(Collected data)
┄┄┄┄┄┄

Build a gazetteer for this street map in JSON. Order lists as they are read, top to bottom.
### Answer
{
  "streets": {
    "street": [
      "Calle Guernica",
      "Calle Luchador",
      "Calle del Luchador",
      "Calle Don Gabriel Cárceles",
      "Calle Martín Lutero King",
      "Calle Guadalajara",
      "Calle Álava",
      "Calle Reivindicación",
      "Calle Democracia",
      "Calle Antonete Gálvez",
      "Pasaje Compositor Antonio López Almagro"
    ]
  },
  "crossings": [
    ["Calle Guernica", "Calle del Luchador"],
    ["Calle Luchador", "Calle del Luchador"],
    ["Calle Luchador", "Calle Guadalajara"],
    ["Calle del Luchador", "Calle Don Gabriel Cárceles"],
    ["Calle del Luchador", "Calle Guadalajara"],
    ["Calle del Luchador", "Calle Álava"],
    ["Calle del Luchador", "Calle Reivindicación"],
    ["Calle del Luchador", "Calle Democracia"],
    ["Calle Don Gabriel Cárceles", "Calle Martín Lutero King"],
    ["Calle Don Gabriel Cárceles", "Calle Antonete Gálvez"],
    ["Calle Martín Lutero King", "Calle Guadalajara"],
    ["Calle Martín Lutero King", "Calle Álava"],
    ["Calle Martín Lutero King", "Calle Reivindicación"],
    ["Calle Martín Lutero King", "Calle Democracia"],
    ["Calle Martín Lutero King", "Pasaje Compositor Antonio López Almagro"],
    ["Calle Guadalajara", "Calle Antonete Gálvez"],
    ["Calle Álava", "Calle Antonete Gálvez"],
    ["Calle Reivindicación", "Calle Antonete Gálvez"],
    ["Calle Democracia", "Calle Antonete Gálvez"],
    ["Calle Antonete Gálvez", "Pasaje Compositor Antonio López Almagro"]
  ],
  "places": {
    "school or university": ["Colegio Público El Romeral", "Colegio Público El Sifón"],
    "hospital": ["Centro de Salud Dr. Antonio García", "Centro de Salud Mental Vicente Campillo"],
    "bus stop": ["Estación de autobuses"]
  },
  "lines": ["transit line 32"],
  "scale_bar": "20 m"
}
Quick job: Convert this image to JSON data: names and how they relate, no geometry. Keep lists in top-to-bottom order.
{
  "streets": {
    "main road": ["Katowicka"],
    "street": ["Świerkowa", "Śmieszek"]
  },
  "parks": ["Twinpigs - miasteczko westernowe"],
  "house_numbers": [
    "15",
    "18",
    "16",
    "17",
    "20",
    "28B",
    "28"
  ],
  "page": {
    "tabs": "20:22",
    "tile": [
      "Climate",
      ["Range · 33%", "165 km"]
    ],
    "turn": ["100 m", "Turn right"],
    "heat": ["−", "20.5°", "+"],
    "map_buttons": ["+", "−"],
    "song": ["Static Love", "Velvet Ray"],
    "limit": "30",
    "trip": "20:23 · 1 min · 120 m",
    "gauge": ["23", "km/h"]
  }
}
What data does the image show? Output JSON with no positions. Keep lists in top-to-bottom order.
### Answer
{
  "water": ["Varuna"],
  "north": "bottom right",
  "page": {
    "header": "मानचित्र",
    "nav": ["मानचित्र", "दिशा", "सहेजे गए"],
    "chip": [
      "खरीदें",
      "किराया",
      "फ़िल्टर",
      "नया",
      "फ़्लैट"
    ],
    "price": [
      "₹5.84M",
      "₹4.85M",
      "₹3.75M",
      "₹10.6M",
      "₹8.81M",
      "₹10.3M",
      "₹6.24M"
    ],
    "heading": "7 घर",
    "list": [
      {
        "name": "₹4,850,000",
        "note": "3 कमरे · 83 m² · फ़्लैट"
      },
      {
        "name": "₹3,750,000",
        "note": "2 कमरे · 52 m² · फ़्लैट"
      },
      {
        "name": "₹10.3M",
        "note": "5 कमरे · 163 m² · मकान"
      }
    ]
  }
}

┄┄┄┄┄┄

▸ **TASK DIRECTIONS**: An exact copy of every entry above is required.

▸ **EXERCISE SOLUTION**:
Build a gazetteer for this street map in JSON. Order lists as they are read, top to bottom.
### Answer
{
  "streets": {
    "street": [
      "Calle Guernica",
      "Calle Luchador",
      "Calle del Luchador",
      "Calle Don Gabriel Cárceles",
      "Calle Martín Lutero King",
      "Calle Guadalajara",
      "Calle Álava",
      "Calle Reivindicación",
      "Calle Democracia",
      "Calle Antonete Gálvez",
      "Pasaje Compositor Antonio López Almagro"
    ]
  },
  "crossings": [
    ["Calle Guernica", "Calle del Luchador"],
    ["Calle Luchador", "Calle del Luchador"],
    ["Calle Luchador", "Calle Guadalajara"],
    ["Calle del Luchador", "Calle Don Gabriel Cárceles"],
    ["Calle del Luchador", "Calle Guadalajara"],
    ["Calle del Luchador", "Calle Álava"],
    ["Calle del Luchador", "Calle Reivindicación"],
    ["Calle del Luchador", "Calle Democracia"],
    ["Calle Don Gabriel Cárceles", "Calle Martín Lutero King"],
    ["Calle Don Gabriel Cárceles", "Calle Antonete Gálvez"],
    ["Calle Martín Lutero King", "Calle Guadalajara"],
    ["Calle Martín Lutero King", "Calle Álava"],
    ["Calle Martín Lutero King", "Calle Reivindicación"],
    ["Calle Martín Lutero King", "Calle Democracia"],
    ["Calle Martín Lutero King", "Pasaje Compositor Antonio López Almagro"],
    ["Calle Guadalajara", "Calle Antonete Gálvez"],
    ["Calle Álava", "Calle Antonete Gálvez"],
    ["Calle Reivindicación", "Calle Antonete Gálvez"],
    ["Calle Democracia", "Calle Antonete Gálvez"],
    ["Calle Antonete Gálvez", "Pasaje Compositor Antonio López Almagro"]
  ],
  "places": {
    "school or university": ["Colegio Público El Romeral", "Colegio Público El Sifón"],
    "hospital": ["Centro de Salud Dr. Antonio García", "Centro de Salud Mental Vicente Campillo"],
    "bus stop": ["Estación de autobuses"]
  },
  "lines": ["transit line 32"],
  "scale_bar": "20 m"
}
Quick job: Convert this image to JSON data: names and how they relate, no geometry. Keep lists in top-to-bottom order.
{
  "streets": {
    "main road": ["Katowicka"],
    "street": ["Świerkowa", "Śmieszek"]
  },
  "parks": ["Twinpigs - miasteczko westernowe"],
  "house_numbers": [
    "15",
    "18",
    "16",
    "17",
    "20",
    "28B",
    "28"
  ],
  "page": {
    "tabs": "20:22",
    "tile": [
      "Climate",
      ["Range · 33%", "165 km"]
    ],
    "turn": ["100 m", "Turn right"],
    "heat": ["−", "20.5°", "+"],
    "map_buttons": ["+", "−"],
    "song": ["Static Love", "Velvet Ray"],
    "limit": "30",
    "trip": "20:23 · 1 min · 120 m",
    "gauge": ["23", "km/h"]
  }
}
What data does the image show? Output JSON with no positions. Keep lists in top-to-bottom order.
### Answer
{
  "water": ["Varuna"],
  "north": "bottom right",
  "page": {
    "header": "मानचित्र",
    "nav": ["मानचित्र", "दिशा", "सहेजे गए"],
    "chip": [
      "खरीदें",
      "किराया",
      "फ़िल्टर",
      "नया",
      "फ़्लैट"
    ],
    "price": [
      "₹5.84M",
      "₹4.85M",
      "₹3.75M",
      "₹10.6M",
      "₹8.81M",
      "₹10.3M",
      "₹6.24M"
    ],
    "heading": "7 घर",
    "list": [
      {
        "name": "₹4,850,000",
        "note": "3 कमरे · 83 m² · फ़्लैट"
      },
      {
        "name": "₹3,750,000",
        "note": "2 कमरे · 52 m² · फ़्लैट"
      },
      {
        "name": "₹10.3M",
        "note": "5 कमरे · 163 m² · मकान"
      }
    ]
  }
}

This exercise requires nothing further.